Log #104Bei der
"Künstlerbegegnung" mit den Leuten aus dem Kosovo [Doku] in Ludersdorf habe
ich noch so einige Überraschungen erlebt. Die brisante Vergangenheit der Kosovaren ist
eine brisante Gegenwart. Durchaus von erheblichen Ressentiments gegenüber
serbisch-stämmigen Leuten getragen.
Aber diese Ressentiments haben ihre Vorboten in anderen Verstrickungen, zum Beispiel in
den allgegenwärtigen Witzen und kleinen Sticheleien; erstens zwischen hier Christen und
da Muslimen, zweitens dann aber noch einmal extra gegenüber dem einzelnen Angehörigen
der türkischen Minderheit. Das Kosovo ist also ein Terrain von SEHR komplizierten
Verhältnissen.
Eine wichtige Lektion für mich, die mir kurze Zeit darauf in einem anderen
Zusammenhang bekräftigt wurde. Ich hatte im "Museum im Rathaus" zu einem
"Round Table" Kulturschaffender gebeten. Eine Gesprächsrunde sehr
unterschiedlicher Leute, die -- entsprechend kontrastreich -- ganz verschiedene Instanzen
des kulturellen Lebens in der Region repräsentieren.

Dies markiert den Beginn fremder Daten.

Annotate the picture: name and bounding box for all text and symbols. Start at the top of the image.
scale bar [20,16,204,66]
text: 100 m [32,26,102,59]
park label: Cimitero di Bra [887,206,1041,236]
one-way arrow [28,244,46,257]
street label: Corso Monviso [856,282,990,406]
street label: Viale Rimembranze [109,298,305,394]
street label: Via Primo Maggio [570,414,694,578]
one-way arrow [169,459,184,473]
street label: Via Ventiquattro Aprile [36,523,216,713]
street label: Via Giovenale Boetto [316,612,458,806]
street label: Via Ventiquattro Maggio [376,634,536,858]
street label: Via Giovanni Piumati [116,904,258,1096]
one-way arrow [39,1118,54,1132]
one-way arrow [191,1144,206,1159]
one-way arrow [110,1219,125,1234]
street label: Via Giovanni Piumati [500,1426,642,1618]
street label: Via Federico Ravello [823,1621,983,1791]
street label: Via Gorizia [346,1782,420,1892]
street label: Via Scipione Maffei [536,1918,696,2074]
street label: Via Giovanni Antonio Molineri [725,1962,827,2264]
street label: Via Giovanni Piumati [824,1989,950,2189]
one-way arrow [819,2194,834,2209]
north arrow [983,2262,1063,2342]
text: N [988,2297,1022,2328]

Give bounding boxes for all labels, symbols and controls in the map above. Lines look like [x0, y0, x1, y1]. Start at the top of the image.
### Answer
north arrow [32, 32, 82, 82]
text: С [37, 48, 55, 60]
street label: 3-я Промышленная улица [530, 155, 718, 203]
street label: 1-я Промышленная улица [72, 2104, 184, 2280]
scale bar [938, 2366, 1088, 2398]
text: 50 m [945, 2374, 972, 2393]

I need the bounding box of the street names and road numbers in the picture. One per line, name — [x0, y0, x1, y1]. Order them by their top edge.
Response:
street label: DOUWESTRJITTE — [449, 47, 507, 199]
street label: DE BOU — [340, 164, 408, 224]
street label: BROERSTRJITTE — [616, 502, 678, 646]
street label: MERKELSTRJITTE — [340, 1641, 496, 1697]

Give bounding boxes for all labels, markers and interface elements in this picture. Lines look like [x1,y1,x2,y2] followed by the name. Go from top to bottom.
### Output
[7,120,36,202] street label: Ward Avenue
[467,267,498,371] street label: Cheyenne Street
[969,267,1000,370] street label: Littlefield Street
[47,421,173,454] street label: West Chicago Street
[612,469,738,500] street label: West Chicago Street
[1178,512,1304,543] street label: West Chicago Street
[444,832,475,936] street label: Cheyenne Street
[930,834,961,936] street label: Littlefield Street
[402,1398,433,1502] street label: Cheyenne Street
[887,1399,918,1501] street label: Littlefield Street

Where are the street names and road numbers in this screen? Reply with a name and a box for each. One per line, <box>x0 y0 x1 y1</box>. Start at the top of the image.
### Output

Michaela Zingerle, hier neben Winfried Kuckenberger vom Gleisdorfer "Büro für
Kultur und Marketing", schilderte im Zusammenhang mit ihrem Projekt "styrian summer art" ihre
Erfahrungen mit Frauen aus verschiedenen Ländern der arabischen Welt.
Unterm Strich läßt sich zusammenfassen, daß wir, bei allem geneigten Engagement,
stets in Gefahr sind, zu sehr von unseren eigenen Vorstellungen auszugehen, wenn wir
Gäste aus anderen Kulturen empfangen. Wenn wir also weiterhin auf offenen Rändern und
Austausch als einer wichtigen Qualität unseres eigenen kulturellen Lebens bestehen,
werden wir dabei noch achtsamer werden müssen und mehr praktische Erfahrungen brauchen.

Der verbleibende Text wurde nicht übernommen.